CpuTime()
returns a double
whose value is the user CPU usage in seconds
since the start of the program. To find out how long func()
takes to
execute you can do the following:
int main() { double t0 = CpuTime(); func(); cout << "Time taken (in seconds) is " << CpuTime()-t0 << endl; return 0; }
RealTime()
returns a double
whose value is the number of seconds
elapsed since some fixed point in the past (on Unix/Linux boxes this is
typically 1st January 1970, sometimes called "the epoch").
WARNING: we cannot guarantee the accuracy of these functions; as a rule of thumb you should regard time differences as having an imprecision of around 2% plus upto 0.2 seconds of unknown variation. So a time difference less than 1 second is likely to have quite a large relative error.
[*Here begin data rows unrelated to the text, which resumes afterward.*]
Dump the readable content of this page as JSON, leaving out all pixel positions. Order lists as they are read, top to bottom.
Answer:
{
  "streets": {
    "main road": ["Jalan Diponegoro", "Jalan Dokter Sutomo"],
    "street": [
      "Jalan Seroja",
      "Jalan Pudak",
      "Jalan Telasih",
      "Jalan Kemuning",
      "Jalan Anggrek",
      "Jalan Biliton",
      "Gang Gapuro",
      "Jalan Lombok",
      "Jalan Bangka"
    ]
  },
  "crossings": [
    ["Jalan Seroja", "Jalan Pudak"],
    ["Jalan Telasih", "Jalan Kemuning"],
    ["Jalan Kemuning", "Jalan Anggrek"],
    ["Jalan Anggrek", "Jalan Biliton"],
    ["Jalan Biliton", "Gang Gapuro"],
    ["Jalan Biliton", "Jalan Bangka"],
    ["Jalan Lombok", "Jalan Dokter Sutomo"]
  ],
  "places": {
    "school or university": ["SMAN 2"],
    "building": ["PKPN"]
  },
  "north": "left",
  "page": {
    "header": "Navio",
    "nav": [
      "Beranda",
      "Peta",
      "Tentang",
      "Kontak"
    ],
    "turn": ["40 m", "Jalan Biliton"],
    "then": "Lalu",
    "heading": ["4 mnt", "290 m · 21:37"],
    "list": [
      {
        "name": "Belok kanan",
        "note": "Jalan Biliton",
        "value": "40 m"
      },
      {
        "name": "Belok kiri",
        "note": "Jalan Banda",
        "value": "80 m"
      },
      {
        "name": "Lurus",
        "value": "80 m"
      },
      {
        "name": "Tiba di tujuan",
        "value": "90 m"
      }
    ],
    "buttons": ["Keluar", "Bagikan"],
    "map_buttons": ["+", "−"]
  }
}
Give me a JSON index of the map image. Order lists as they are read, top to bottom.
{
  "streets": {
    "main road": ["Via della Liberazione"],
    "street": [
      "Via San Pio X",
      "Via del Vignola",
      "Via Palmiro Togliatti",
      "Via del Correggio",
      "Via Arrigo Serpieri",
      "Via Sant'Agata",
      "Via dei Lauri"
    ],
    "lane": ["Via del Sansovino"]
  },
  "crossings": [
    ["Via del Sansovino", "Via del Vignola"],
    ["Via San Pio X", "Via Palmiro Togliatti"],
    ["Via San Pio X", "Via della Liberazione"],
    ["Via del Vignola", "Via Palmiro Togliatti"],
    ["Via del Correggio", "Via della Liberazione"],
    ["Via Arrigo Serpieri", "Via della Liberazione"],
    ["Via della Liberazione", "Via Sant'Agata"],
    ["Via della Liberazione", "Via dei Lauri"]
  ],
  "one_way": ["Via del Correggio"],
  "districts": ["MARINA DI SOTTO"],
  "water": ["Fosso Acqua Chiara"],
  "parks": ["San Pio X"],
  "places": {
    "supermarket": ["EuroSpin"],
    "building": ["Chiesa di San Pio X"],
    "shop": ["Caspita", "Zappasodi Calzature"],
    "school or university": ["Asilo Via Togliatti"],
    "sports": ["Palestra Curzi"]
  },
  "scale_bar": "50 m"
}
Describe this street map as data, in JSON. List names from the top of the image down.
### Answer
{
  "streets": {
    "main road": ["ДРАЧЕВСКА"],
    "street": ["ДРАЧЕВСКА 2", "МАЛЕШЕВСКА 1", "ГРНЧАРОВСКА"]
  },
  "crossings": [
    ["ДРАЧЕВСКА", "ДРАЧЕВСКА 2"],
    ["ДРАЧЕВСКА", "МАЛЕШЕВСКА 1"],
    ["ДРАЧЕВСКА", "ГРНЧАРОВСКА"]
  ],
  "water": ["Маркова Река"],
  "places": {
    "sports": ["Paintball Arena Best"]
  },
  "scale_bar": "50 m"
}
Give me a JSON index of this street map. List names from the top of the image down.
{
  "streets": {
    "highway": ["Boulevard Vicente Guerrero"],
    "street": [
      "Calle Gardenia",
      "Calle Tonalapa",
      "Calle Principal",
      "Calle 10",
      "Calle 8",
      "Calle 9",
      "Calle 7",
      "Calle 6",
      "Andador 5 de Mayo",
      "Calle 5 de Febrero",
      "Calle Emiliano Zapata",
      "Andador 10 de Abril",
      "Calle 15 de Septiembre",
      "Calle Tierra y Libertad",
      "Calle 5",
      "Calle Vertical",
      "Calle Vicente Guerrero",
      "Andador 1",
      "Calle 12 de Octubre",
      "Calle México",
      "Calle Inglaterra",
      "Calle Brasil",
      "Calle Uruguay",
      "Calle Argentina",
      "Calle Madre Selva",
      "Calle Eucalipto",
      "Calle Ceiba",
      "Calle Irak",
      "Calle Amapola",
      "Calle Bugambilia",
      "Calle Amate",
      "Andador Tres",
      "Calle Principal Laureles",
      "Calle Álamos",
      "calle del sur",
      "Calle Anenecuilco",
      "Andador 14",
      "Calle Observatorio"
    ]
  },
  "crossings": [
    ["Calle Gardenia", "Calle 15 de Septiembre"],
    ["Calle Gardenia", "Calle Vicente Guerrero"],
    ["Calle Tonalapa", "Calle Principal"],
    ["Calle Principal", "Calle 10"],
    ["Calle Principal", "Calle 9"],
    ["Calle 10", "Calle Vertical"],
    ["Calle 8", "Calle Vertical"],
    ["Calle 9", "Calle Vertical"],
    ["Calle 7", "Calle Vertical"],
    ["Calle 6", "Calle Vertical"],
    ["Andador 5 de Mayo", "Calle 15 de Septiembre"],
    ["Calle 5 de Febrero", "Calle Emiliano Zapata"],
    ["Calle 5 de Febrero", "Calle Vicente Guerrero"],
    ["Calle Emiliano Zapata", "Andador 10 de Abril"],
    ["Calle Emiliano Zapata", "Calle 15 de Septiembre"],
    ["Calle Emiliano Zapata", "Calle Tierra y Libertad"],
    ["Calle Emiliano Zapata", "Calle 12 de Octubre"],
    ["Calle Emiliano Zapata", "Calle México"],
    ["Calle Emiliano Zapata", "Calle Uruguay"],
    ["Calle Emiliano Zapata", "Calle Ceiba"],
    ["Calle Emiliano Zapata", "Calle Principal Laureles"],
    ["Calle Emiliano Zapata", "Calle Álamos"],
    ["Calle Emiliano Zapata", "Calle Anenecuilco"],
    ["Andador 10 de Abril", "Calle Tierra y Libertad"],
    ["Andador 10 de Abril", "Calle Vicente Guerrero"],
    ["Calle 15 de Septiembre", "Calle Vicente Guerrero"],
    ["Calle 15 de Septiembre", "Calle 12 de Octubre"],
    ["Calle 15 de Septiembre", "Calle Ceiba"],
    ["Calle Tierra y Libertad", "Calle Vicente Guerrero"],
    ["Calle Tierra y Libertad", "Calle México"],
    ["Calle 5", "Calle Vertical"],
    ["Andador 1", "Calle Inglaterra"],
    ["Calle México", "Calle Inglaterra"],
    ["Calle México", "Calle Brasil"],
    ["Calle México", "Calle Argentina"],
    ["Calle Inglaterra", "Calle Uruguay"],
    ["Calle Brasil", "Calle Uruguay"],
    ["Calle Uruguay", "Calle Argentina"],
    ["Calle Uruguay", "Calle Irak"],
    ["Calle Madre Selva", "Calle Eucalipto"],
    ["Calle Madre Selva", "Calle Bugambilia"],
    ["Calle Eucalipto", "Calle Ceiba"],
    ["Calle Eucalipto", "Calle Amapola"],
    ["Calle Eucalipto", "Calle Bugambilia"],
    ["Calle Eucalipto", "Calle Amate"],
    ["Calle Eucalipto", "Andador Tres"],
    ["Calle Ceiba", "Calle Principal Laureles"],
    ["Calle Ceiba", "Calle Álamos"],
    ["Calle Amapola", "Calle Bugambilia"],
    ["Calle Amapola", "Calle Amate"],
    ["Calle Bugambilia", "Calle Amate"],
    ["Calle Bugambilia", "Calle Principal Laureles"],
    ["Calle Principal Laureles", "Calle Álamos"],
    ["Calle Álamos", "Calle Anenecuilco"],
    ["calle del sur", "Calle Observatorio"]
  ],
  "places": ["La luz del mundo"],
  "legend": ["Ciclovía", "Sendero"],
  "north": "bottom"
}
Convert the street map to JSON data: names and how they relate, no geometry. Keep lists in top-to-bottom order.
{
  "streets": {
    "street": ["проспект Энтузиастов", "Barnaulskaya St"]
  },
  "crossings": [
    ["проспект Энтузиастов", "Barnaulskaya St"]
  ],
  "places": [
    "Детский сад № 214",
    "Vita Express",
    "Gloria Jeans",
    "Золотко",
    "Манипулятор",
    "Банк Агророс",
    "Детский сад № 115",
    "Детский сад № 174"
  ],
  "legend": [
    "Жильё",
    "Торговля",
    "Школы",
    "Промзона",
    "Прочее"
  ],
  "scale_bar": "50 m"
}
DateTime(long& date, long& time)
stores in date and time the
current date and time in the format yyyymmdd, hhmmss. Example:
long date, time_unused; DateTime(date, time_unused); int YearToday = date/10000; int MonthToday = (date/100)%100; int DayToday = date%100;
It works on GNU/Linux and MacOSX. I hope someone else will deal with the portability issues.
Might not work on Microsoft platforms -- maybe this is really a feature?
Cannot make any guarantees about the accuracy of CpuTime
and RealTime
.
I ignore the return values of getrusage
and gettimeofday
; I'd be
amazed if they could signal errors, but perhaps the code ought to check?